• anthropogenic climate change;
  • carbon dioxide;
  • echinoid;
  • fertilization;
  • marine invertebrates;
  • ocean acidification


Anthropogenic carbon dioxide (CO2) emissions and the resultant acidification of surface ocean waters are predicted to have far-reaching consequences for biological processes in the marine environment. For example, because changes in pH and pCO2 can alter sperm performance, ocean acidification may be accompanied by reductions in the success of fertilization in marine broadcast spawners. Several studies have attempted to determine the effects of elevated pCO2 on marine invertebrate fertilization success, albeit with differing results.
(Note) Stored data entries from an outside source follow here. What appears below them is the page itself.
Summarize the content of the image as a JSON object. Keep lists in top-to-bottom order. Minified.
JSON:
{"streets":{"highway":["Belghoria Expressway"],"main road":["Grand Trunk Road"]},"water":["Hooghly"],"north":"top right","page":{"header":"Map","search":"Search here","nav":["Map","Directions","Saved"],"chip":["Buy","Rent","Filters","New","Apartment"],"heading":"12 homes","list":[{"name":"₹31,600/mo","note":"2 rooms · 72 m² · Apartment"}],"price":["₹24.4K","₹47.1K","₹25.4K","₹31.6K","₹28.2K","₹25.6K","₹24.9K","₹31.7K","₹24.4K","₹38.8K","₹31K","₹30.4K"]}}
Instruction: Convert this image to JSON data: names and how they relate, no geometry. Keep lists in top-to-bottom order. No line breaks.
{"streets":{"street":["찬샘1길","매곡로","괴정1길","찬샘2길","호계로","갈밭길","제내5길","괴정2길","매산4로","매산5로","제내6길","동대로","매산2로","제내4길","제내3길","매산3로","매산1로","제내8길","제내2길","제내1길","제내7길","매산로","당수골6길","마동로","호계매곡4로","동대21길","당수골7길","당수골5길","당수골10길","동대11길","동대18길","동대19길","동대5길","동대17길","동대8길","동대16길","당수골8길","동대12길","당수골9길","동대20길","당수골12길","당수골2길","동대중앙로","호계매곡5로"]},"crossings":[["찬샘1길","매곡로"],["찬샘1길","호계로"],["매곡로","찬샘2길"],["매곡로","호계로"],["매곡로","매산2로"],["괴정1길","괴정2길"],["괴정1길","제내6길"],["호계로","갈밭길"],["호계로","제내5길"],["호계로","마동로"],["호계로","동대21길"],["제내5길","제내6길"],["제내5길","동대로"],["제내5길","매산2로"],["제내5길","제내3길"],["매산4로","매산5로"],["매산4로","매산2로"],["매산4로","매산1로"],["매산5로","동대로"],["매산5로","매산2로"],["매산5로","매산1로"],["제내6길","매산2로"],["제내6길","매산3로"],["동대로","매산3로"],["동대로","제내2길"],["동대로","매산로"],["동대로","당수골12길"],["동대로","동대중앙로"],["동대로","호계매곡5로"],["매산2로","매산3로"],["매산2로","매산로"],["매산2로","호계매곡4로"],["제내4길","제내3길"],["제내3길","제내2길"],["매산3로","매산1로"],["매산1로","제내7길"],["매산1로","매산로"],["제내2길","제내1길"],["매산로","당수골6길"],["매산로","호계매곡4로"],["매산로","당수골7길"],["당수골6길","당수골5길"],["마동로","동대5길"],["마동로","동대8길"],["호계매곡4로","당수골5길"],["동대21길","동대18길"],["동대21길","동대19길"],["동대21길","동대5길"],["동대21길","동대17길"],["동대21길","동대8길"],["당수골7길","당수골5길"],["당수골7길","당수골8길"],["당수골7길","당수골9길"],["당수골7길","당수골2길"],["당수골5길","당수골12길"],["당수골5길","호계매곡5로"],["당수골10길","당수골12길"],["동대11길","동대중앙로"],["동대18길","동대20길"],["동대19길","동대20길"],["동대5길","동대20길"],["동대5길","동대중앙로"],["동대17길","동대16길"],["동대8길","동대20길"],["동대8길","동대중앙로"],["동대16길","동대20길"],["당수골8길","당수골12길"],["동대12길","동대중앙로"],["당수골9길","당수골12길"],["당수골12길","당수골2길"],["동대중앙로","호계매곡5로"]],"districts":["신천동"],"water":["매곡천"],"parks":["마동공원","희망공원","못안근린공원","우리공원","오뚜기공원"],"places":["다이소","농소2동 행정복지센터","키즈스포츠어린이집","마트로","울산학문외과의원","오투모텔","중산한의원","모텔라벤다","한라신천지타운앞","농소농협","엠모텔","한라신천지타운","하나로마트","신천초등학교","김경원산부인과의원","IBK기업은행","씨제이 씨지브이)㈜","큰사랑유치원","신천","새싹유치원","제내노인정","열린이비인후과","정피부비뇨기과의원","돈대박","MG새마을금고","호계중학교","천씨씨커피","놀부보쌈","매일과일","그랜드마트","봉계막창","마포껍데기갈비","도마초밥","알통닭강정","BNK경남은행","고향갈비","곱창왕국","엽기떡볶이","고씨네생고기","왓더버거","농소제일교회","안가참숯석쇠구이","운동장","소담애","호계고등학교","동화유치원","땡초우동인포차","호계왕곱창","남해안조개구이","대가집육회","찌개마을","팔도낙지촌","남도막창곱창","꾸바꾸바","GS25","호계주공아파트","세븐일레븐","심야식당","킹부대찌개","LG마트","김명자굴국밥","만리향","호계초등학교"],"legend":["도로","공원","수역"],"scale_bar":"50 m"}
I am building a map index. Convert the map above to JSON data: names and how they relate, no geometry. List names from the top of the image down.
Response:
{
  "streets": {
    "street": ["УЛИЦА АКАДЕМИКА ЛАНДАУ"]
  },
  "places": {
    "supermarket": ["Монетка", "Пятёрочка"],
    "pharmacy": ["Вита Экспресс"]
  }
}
These conflicts may stem from the use of inappropriate sperm–egg contact times and, in several cases, the lack of measurements over a range of sperm concentrations extending from sperm-limited conditions to polyspermy scenarios. In our study, we used biologically realistic sperm–egg contact times and a full range of sperm concentrations to assess the effect of elevated pCO2 on fertilization in the broadcast spawning sea urchin, Strongylocentrotus franciscanus. Fertilization experiments were carried out in seawater bubbled with CO2 to 400 (control), 800, and 1800 ppm. Using a fertilization kinetics model, we estimate that elevated pCO2 levels both increased sperm limitation and reduced the efficiency of fast blocks to polyspermy. Thus, elevated pCO2 decreased the range of sperm concentrations over which high fertilization success was likely. Given the inherent difficulties in achieving high fertilization success in broadcast spawners, raised pCO2 levels are likely to exacerbate low fertilization success in low-density populations or in areas with high water turbulence.